Client Spotlight: Mind Share Partners

Written by vChief

June 29, 2017

Interview with Kelly Greenwood, Founder & CEO, Mind Share Partners



Tell us about Mind Share Partners.

Based in San Francisco, Mind Share Partners is a nonprofit that builds awareness, support, and acceptance in the workplace for people with mental health conditions. We work with individuals, leaders, and organizations in three key ways:

  • Peer Groups. Peer groups provide a forum for individuals who are managing mental health conditions at work. These groups aren’t intended to serve as counseling or therapy, but are really designed to help individuals specifically manage the work environment via the support and best practices of others. We hold citywide peer groups in the San Francisco Bay Area and plan to expand to other cities.
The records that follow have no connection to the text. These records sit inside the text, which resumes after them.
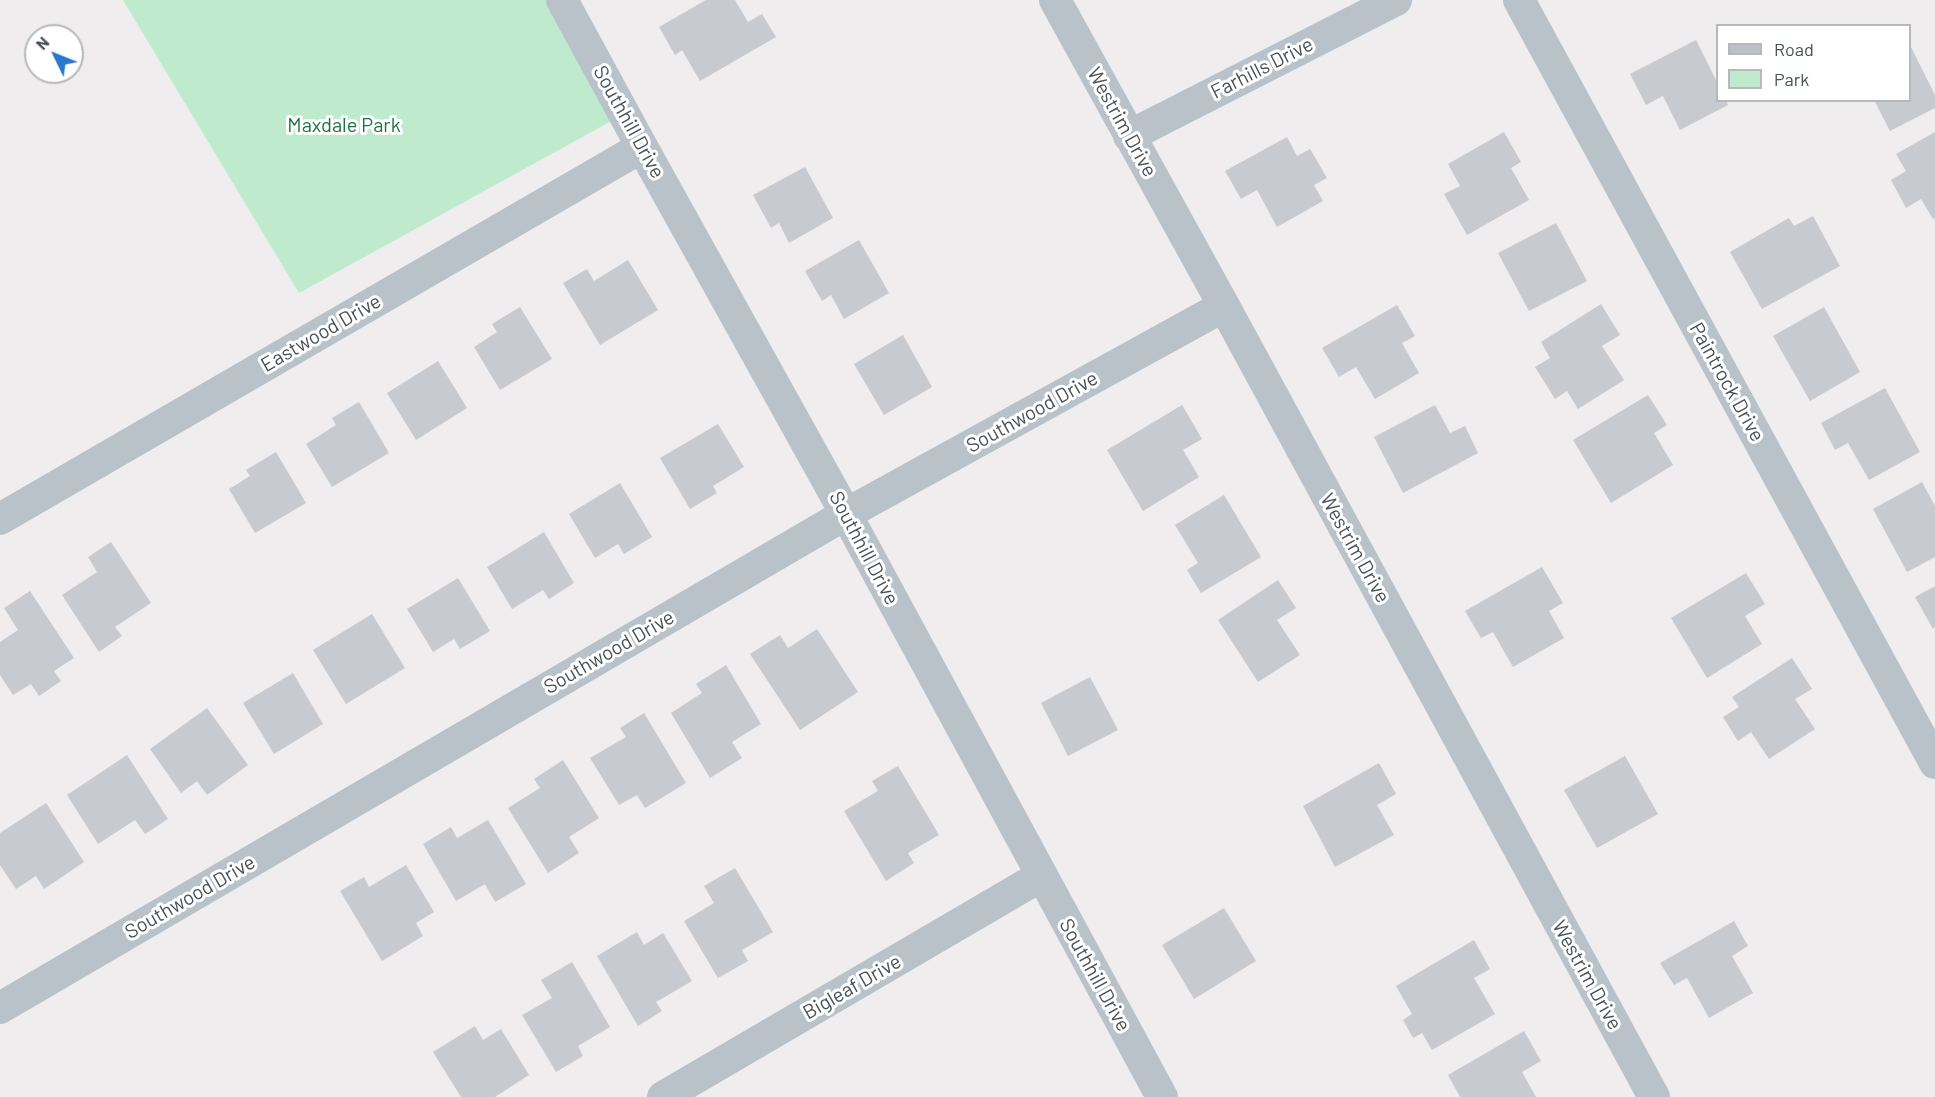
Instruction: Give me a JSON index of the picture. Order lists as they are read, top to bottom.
{
  "streets": {
    "street": [
      "Farhills Drive",
      "Southhill Drive",
      "Westrim Drive",
      "Eastwood Drive",
      "Paintrock Drive",
      "Southwood Drive",
      "Bigleaf Drive"
    ]
  },
  "crossings": [
    ["Farhills Drive", "Westrim Drive"],
    ["Southhill Drive", "Eastwood Drive"],
    ["Southhill Drive", "Southwood Drive"],
    ["Southhill Drive", "Bigleaf Drive"],
    ["Westrim Drive", "Southwood Drive"]
  ],
  "parks": ["Maxdale Park"],
  "legend": ["Road", "Park"],
  "north": "top left"
}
  • Leader Role Models. We seek out C-suite and senior leader role models who are either managing mental health conditions themselves or are allies to family members or friends who deal with them. We help these company leaders share their stories with the entire staff so that employees who may also be struggling know that they will be accepted and find support from their organization. Targeting these C-suite level leaders is important because they are culture setters for the organization and demonstrate that you can succeed as a leader while managing a mental health condition—and that you can do so without shame. Company leaders are also in a better position to take the risk of “coming out” about their mental health conditions since they are at senior levels and have already proven themselves. For an employee, having that personal connection to a leader who has experience with a mental health condition can normalize the stigma that often comes with this type of diagnosis. It also helps them understand that they will be supported by their company if they need help. Currently, 8 in 10 workers don’t seek treatment for mental health conditions because of fear and shame. Having a personal connection to someone who has navigated a mental health condition can be a major factor in normalizing the experience.

  • Workplace Training. We’re currently in the process of developing workplace trainings designed to teach managers and coworkers how to navigate the waters of supervising and working with someone with a mental health condition. A big piece of this is emotional intelligence training on how to best support individuals.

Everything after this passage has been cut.